Re: Web page "source" using wget?
Cookies.txt looks like this: # HTTP cookie file. # Generated by Wget on 2003-10-13 13:19:26. # Edit at your own risk. There is nothing after the 3rd line. So, it doesn't look like a valid cookie file. - Original Message - From: "Hrvoje Niksic" <[EMAIL PROTECTED]> To: "Suhas Tembe" <[EMAIL PROTECTED]> Cc: <[EMAIL PROTECTED]> Sent: Monday, October 13, 2003 12:57 PM Subject: Re: Web page "source" using wget? > "Suhas Tembe" <[EMAIL PROTECTED]> writes: > > > I tried, but it doesn't seem to have worked.
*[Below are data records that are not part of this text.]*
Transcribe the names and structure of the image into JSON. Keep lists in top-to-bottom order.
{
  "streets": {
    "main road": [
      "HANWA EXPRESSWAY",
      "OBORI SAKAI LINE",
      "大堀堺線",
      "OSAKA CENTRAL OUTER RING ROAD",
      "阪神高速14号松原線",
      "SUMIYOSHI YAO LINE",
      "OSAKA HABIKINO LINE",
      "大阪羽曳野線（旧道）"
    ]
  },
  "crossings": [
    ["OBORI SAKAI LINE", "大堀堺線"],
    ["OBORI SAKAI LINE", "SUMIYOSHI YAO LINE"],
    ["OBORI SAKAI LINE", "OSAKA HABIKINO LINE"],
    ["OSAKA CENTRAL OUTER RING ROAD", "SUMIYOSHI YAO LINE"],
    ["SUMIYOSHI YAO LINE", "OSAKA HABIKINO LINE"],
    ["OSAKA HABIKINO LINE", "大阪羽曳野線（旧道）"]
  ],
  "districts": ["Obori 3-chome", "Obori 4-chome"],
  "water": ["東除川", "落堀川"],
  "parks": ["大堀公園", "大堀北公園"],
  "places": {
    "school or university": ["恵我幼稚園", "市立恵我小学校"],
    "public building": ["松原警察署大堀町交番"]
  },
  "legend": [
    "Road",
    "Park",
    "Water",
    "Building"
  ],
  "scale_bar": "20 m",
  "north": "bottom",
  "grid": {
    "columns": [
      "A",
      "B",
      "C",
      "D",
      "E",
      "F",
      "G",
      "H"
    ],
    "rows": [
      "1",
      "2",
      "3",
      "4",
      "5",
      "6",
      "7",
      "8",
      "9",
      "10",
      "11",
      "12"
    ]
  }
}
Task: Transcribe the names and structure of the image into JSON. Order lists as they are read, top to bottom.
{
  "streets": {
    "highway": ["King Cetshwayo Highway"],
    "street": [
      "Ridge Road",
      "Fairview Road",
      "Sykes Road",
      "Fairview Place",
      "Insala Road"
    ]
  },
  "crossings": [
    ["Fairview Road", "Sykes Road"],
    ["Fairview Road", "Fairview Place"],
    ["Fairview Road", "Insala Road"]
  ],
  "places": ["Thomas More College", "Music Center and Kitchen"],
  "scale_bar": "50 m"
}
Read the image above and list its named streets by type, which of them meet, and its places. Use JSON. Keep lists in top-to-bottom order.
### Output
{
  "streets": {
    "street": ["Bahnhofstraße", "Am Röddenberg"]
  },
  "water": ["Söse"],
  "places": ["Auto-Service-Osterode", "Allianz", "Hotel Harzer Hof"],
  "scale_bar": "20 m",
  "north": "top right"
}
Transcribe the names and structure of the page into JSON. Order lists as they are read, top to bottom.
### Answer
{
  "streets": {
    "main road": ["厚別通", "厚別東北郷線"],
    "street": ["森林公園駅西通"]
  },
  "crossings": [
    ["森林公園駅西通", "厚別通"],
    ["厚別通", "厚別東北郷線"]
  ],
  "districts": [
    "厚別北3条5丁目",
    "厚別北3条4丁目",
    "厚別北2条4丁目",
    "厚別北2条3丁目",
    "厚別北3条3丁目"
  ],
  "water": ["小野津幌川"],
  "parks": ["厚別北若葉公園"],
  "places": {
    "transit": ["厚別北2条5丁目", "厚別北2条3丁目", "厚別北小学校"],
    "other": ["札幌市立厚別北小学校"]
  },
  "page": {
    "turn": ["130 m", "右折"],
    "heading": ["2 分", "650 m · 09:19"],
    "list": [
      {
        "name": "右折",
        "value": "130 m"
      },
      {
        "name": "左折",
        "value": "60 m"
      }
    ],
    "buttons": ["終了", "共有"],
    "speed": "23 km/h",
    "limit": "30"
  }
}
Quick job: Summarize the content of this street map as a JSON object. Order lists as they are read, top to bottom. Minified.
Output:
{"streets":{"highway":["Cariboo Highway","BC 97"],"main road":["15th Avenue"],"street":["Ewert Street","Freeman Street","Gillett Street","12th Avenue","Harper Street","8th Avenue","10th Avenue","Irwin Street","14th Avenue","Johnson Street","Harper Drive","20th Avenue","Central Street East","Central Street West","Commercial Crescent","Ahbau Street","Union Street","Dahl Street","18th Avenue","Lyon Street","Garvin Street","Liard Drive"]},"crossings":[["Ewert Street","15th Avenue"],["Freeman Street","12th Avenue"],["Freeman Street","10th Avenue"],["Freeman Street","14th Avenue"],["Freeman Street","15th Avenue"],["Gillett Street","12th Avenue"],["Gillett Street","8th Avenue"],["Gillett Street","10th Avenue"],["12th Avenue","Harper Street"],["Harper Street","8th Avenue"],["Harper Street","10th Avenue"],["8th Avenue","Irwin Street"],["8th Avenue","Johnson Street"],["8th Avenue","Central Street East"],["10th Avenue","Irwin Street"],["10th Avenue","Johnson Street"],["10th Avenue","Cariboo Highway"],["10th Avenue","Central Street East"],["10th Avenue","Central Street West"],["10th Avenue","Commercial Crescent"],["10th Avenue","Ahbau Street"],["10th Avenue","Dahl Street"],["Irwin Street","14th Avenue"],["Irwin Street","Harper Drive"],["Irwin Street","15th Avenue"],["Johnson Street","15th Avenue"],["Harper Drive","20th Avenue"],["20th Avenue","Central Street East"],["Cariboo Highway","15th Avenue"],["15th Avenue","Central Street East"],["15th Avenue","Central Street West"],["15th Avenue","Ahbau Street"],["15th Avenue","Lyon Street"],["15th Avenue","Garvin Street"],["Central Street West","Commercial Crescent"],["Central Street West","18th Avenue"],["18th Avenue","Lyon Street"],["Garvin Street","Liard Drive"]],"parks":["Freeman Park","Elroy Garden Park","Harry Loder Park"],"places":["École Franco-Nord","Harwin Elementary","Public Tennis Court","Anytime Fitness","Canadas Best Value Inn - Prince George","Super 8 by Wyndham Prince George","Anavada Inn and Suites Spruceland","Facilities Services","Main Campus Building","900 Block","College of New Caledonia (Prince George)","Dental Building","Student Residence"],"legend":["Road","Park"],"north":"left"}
This what I did: > > > > wget --save-cookies=cookies.txt > > http://customer.website.com?UserAccount=USER&AccessCode=PASSWORD&Locale=English > > (United States)&TimeZone=(GMT-5:00) Eastern Standard Time (USA & > > Canada)&action-Submit=Login > > Hopefully you used quotes to protect the spaces in URLs from the > shell? > > After the first command, does `cookies.txt' contains what looks like a > valid cookie?
Re: Web page "source" using wget?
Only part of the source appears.